3.3 Derivatives in one variable
A derivative tells you how fast something is changing. If $f(x)$ is some quantity that depends on $x$, perhaps the loss of a neural network as you nudge a single weight, or the height of a hill as you walk along a path, then the derivative $f'(x)$ measures the instantaneous rate of change of $f$ at the point $x$. Geometrically, it is the slope of the line that just touches the graph of $f$ at $(x, f(x))$ without crossing it: the tangent line. The flatter the graph, the smaller the derivative; the steeper the graph, the larger the derivative in magnitude. A negative derivative simply means the graph is sloping downwards as $x$ increases.
In machine learning, the derivative of the loss with respect to a single parameter answers the most practical question we ever ask of a model during training: if I make this parameter slightly larger, does the loss go up or down, and by how much? That single number is enough to take a step in the right direction. Repeated billions of times across billions of parameters, this is gradient descent, the entire engine of modern AI. Everything in Chapter 9 on optimisation, every line of every backpropagation pass in §3.7, and every gradient identity in §3.12 is ultimately built on the one-dimensional derivative we develop here. Master this and the rest is, mostly, careful bookkeeping.
The single-variable case is where the ideas first appear in their cleanest form. §3.4 generalises everything here to functions of many variables, where the derivative becomes a vector, the gradient.
Definition
The derivative of $f$ at the point $x$ is the limit
$$f'(x) = \lim_{\Delta x \to 0} \frac{f(x + \Delta x) - f(x)}{\Delta x}.$$
Read this aloud: take the change in $f$ caused by a small change in $x$, divide by the size of that change in $x$, and see what number this ratio approaches as the change shrinks to zero. The fraction $[f(x + \Delta x) - f(x)] / \Delta x$ is the slope of the secant line through the two points $(x, f(x))$ and $(x + \Delta x, f(x + \Delta x))$. As $\Delta x$ shrinks, the second point slides along the curve towards the first, and the secant line rotates into the tangent line. The limiting slope is $f'(x)$.

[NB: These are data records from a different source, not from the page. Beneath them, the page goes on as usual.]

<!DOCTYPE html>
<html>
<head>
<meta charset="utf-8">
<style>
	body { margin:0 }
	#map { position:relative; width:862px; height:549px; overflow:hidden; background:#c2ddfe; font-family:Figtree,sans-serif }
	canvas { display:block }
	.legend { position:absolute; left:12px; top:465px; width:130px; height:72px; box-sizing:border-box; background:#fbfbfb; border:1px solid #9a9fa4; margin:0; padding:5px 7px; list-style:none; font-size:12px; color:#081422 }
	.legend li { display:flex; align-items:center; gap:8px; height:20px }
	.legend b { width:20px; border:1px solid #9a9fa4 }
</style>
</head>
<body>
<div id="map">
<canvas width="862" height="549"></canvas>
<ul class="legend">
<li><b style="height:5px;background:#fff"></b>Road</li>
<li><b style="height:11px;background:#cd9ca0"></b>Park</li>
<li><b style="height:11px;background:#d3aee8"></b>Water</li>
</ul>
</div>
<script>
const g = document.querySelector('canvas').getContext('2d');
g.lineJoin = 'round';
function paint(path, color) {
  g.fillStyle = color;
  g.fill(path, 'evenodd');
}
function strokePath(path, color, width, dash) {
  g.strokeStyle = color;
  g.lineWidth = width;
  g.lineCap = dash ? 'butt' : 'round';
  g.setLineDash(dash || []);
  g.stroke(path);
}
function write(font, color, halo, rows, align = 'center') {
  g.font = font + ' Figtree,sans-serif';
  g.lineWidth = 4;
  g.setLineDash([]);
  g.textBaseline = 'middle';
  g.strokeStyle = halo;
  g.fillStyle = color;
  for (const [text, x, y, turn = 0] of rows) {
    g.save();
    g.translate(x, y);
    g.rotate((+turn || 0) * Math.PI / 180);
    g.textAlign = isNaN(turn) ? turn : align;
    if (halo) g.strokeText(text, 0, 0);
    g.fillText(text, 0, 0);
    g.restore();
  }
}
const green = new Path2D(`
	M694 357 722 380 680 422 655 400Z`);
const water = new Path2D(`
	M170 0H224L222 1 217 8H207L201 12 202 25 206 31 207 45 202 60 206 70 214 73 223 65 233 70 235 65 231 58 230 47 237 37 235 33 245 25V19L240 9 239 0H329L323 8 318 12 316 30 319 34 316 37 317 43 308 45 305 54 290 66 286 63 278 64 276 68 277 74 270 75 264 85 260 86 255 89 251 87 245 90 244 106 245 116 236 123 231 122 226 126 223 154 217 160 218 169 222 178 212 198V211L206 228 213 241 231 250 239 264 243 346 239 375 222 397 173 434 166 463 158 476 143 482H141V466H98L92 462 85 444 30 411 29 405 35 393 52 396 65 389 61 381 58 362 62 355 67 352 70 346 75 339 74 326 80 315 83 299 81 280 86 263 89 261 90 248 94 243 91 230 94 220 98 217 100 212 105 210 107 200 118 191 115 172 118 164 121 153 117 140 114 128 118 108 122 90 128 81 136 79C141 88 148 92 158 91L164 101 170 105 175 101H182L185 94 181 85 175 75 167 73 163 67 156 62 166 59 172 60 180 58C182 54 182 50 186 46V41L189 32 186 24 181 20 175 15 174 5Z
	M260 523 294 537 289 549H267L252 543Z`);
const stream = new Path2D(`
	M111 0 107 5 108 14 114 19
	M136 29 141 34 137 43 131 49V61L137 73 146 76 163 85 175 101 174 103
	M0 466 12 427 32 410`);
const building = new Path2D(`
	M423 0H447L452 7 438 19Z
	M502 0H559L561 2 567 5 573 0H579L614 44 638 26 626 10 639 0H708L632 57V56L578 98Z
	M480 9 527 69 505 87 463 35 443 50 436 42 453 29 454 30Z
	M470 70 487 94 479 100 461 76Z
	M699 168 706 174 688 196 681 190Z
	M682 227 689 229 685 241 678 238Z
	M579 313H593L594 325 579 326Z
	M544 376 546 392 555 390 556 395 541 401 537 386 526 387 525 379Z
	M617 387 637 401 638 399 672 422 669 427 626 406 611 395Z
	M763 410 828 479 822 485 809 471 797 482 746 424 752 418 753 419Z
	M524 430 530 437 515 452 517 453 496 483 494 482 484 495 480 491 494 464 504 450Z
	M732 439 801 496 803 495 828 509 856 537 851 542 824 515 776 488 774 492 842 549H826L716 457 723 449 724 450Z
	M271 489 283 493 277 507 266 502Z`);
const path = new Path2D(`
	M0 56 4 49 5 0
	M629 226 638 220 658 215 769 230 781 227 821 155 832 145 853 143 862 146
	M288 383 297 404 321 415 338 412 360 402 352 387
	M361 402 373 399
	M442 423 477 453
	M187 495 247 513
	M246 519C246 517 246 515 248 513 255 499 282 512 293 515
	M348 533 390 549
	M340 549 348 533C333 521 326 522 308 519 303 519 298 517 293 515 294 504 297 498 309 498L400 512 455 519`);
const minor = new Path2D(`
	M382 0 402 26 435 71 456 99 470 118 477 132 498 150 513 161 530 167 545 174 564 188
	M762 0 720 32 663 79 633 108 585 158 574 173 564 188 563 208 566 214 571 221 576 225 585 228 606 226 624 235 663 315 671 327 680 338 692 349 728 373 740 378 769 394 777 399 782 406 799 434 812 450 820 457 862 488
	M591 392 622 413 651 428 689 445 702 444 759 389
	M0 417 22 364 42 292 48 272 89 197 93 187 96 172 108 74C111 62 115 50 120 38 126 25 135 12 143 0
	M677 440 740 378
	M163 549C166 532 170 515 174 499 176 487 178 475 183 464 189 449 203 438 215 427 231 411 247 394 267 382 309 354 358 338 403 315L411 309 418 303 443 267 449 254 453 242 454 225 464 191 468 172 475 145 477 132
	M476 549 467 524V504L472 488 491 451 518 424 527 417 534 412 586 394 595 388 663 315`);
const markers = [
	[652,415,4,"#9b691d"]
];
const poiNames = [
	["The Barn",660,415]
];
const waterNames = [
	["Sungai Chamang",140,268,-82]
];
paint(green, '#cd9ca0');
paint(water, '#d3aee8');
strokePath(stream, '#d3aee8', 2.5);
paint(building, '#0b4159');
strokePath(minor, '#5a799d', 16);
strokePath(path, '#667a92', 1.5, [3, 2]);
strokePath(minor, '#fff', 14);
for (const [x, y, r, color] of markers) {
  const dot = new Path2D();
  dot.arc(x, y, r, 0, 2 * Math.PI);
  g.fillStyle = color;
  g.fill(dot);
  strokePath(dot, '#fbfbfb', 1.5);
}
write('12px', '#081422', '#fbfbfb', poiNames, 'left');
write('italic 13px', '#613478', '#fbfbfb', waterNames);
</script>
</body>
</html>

There is an equivalent way of saying the same thing that is more useful in practice. For small $\Delta x$,
$$f(x + \Delta x) \approx f(x) + f'(x) \, \Delta x.$$
This says: near $x$, the function $f$ is well approximated by a straight line of slope $f'(x)$. The approximation gets better and better as $\Delta x$ shrinks; the error is of order $(\Delta x)^2$. This best linear approximation view of the derivative is the one that generalises cleanly to many variables (where the line becomes a tangent plane) and to vector-valued functions (where the slope becomes a Jacobian matrix). Whenever you see a Taylor series, a Newton step, or a backpropagation update, this is the picture lurking underneath.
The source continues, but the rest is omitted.